Fortnum & Mason has admitted that its staff made an "error" in asking a customer to email their credit card details in order to get a refund.
The luxury London department store, which has said that it is compliant with the Payment Card Industry Data Security Standard (PCI DSS), had initially denied the incident.
"We have now fully investigated the claim that a customer was asked for their credit card details via email and we can confirm that an error was inadvertently made in an effort to expedite a refund," Fortnum & Mason said in a statement today.
"We apologise for causing concern for this genuine, human error, done with best intentions to aid the customer. It is against our procedures and we have taken action to ensure that this will not occur again."
An IT failure at the luxury London department store in December prevented it from delivering all of its hamper orders in time for Christmas.
One regular customer, who has still not received his delivery, contacted the company to request a refund and was told that he would need to email his personal credit card details for the refund to take place.
Fortnum & Mason said that it usually asks all customers requiring a refund to give their payment details over the telephone.
However, in email correspondence seen by ComputerworldUK, a customer relations advisor at Fortnum & Mason insisted that the store would not be able to do a refund unless the customer sent their credit card details over in an email.

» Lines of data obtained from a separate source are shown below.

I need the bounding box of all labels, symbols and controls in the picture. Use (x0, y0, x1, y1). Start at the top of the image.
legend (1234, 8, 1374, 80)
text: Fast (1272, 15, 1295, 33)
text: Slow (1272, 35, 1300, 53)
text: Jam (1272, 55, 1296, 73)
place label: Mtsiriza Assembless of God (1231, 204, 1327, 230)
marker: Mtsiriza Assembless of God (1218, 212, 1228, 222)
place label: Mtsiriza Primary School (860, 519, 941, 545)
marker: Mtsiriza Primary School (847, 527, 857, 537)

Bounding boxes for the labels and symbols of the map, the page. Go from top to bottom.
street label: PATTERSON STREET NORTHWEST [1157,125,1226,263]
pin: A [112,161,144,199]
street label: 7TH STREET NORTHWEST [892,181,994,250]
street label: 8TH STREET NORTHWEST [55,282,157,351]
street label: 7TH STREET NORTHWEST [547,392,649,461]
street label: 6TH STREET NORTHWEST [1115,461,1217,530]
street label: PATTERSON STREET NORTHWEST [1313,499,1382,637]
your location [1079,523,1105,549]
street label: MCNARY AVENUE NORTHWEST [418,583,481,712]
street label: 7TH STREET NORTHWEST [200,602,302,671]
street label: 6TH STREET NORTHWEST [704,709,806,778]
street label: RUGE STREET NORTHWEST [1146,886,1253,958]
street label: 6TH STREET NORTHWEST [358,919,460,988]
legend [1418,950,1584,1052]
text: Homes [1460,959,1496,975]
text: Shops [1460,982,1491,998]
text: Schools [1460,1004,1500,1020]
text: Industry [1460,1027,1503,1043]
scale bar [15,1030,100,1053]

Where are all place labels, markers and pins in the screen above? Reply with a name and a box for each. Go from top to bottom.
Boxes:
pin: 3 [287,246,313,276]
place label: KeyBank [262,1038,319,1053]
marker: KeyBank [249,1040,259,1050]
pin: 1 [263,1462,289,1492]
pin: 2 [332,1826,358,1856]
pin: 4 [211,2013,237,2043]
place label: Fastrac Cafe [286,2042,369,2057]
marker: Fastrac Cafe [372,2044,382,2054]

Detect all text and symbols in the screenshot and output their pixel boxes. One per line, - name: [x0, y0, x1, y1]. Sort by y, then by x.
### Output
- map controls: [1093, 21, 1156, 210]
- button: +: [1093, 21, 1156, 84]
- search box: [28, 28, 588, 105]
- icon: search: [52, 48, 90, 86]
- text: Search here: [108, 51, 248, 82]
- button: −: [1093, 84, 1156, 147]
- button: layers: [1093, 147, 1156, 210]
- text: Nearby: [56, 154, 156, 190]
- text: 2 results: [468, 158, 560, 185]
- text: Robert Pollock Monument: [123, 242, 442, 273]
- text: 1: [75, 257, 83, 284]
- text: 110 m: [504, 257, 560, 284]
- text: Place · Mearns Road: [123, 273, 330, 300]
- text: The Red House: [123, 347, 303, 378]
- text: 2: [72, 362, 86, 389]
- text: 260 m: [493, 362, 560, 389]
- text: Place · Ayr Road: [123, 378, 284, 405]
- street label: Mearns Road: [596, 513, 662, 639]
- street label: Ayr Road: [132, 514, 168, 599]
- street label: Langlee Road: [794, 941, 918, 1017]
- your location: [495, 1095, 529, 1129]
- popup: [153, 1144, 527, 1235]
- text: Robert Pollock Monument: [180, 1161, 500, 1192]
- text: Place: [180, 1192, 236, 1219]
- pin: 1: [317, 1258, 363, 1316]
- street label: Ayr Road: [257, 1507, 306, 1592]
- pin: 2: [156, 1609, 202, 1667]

"I will require your card details to arrange a refund (type of card, name of the card, long number, expiry date, security number [CVV code]). The system Fortnum & Mason have in place does not process direct crediting automatically due to encryption measures," the customer relations advisor wrote.
Due to security concerns, however, the customer declined to email his personal credit card details.
In an attempt to reassure the customer of his data security, the customer relations advisor wrote:
"I understand you do not want to give out your details however, we do not keep them on file due to security reasons, the only way I can refund you is if I do have them.
"We will instantly destroy your details as soon as you are refunded."
The PCI standard was introduced in recent years, and UK companies were required to reach full compliance with it by 30 September 2010.
Compliance with this standard indicates that an organisation has taken measures to protect customer card details.
According to the PCI standards, encryption must be used to protect personal cardholder data, and that data should not be stored unless there is a "legitimate business need".
It also states that the primary account number (PAN) – the long number on the front of the card – should not be sent in unencrypted emails, instant messages or chats.
"If Fortnum and Mason are inviting their customers to send the PAN in a plaintext email, they are requesting customer behaviour that they are meant – and possibly obliged – to avoid themselves," said security expert Alec Muffett.
Fortnum & Mason has blamed its December IT failure on the technical complications related to an IT systems upgrade and a three-fold increase in online transactions compared with the previous year.